DIRECTIONS:
Only the lines from the one containing "Give me a JSON index of the street" to the end of the listing below are wanted, repeated exactly.

##### MATERIAL FOR THIS EXERCISE

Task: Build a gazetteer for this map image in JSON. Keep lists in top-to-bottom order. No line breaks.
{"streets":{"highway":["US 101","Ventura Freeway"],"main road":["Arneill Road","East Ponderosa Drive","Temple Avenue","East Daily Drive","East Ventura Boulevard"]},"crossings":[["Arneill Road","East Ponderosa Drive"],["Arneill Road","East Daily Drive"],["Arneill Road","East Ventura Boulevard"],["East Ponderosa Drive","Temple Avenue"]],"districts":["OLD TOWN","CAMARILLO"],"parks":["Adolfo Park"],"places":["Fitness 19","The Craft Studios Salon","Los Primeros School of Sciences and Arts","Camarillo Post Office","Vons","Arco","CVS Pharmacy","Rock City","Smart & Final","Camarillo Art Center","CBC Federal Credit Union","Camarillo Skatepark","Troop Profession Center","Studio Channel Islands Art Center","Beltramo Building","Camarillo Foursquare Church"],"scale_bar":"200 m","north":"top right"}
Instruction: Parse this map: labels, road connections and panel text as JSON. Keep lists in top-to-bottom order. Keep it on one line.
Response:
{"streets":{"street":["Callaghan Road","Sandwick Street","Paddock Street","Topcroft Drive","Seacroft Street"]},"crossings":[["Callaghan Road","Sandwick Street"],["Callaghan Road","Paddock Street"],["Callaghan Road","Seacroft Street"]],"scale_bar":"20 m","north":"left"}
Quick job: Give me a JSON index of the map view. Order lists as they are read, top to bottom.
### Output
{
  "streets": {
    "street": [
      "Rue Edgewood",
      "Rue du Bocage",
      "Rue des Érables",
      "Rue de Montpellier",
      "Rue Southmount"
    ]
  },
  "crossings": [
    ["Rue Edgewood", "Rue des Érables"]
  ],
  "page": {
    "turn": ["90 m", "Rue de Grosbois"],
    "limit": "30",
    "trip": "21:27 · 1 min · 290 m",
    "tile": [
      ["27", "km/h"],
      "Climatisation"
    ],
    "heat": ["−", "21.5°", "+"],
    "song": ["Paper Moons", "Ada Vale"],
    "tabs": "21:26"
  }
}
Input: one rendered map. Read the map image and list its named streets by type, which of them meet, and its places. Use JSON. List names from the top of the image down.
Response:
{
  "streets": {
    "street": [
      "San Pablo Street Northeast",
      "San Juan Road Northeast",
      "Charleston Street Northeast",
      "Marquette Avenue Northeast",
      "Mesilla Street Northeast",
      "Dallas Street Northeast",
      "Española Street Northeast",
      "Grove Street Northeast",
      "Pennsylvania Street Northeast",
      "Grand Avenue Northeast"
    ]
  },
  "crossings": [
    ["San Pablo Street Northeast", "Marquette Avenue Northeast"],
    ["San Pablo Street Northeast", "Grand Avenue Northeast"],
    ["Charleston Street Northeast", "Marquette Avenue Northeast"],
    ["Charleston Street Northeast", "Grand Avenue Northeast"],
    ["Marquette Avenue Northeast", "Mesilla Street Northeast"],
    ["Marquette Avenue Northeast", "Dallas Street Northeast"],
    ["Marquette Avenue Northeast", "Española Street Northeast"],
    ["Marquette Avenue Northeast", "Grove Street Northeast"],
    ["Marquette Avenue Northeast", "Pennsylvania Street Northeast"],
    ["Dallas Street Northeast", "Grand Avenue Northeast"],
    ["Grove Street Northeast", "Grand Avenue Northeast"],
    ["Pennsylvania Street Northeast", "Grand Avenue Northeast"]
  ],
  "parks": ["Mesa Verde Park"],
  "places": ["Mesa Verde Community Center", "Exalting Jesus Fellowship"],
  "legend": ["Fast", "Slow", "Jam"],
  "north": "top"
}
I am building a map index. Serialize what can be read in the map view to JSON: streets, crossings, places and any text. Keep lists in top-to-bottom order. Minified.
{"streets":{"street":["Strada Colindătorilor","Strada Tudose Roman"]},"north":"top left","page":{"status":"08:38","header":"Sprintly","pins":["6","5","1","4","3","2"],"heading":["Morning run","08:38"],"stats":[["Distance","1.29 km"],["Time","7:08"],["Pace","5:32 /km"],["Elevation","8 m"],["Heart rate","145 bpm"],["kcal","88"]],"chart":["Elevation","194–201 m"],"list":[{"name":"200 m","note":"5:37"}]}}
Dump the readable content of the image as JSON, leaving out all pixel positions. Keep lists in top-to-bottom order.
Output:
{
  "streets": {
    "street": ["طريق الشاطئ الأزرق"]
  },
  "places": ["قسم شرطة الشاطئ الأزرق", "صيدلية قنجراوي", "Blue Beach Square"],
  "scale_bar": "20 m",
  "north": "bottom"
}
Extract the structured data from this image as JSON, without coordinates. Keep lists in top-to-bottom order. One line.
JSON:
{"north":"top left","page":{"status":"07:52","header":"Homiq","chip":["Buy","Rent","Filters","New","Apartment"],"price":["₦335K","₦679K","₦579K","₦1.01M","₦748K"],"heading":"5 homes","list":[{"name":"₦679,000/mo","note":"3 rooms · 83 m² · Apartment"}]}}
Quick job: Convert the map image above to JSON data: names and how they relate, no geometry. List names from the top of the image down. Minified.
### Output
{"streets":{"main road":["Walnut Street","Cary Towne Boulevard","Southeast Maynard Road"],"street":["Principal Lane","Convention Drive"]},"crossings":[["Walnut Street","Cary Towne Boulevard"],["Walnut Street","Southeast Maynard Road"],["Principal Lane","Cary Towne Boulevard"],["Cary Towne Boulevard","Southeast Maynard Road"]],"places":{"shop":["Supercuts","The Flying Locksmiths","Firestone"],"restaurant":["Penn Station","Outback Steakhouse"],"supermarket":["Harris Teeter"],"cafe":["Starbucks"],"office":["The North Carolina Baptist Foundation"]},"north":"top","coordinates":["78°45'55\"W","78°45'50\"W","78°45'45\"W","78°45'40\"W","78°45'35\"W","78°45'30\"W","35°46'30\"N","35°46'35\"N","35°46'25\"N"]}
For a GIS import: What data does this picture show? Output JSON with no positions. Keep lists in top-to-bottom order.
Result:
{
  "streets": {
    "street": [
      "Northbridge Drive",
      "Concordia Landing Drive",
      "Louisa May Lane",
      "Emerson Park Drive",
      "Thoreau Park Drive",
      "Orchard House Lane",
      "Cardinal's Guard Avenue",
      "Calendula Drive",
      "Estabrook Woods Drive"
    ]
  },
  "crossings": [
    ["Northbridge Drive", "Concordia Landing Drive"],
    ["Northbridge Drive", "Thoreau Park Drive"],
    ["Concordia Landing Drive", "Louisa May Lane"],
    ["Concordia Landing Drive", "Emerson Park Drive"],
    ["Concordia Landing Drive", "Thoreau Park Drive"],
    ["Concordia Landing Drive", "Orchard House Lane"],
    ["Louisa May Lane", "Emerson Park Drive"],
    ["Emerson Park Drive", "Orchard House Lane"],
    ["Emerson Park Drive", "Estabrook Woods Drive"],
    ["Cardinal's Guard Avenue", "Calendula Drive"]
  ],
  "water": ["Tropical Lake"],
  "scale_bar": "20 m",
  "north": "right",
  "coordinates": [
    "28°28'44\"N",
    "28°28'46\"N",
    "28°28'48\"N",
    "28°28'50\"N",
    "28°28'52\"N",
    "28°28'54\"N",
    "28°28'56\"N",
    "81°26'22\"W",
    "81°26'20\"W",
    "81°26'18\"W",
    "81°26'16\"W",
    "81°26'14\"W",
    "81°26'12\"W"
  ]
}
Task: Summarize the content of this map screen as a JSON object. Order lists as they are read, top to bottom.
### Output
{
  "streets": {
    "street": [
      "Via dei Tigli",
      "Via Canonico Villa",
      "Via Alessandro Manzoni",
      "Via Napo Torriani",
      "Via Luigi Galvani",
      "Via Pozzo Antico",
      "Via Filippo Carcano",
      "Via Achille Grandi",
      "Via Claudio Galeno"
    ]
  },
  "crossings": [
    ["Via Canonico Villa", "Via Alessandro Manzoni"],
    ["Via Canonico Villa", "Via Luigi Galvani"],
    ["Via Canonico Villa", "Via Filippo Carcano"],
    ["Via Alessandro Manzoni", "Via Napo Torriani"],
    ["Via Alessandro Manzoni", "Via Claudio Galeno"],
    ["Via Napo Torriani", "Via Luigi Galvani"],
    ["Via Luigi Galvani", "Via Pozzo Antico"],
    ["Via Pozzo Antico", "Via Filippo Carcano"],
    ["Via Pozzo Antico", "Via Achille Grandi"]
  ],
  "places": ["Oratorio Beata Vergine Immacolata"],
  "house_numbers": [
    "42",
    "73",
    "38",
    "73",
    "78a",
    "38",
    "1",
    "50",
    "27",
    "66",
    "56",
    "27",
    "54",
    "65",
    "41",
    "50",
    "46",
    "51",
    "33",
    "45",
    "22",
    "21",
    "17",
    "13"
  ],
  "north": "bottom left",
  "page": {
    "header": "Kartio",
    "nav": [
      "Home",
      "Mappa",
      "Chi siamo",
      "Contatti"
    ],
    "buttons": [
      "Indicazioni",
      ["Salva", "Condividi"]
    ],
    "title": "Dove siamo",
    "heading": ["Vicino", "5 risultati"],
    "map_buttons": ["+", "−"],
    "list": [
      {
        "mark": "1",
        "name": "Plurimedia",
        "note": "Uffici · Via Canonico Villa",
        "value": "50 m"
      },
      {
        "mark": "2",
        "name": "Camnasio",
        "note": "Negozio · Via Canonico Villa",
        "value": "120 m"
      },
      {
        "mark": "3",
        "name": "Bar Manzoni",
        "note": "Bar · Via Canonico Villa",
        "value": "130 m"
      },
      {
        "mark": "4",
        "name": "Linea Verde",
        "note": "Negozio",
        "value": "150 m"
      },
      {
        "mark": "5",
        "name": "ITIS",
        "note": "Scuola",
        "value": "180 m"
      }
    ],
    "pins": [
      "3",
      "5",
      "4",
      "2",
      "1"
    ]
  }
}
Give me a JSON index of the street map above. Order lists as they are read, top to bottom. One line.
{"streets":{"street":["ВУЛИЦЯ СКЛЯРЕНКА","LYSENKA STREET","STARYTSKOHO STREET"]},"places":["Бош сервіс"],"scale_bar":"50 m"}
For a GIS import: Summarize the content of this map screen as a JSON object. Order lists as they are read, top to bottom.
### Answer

##########

RESPONSE FOR THIS EXERCISE:
Give me a JSON index of the street map above. Order lists as they are read, top to bottom. One line.
{"streets":{"street":["ВУЛИЦЯ СКЛЯРЕНКА","LYSENKA STREET","STARYTSKOHO STREET"]},"places":["Бош сервіс"],"scale_bar":"50 m"}
For a GIS import: Summarize the content of this map screen as a JSON object. Order lists as they are read, top to bottom.
### Answer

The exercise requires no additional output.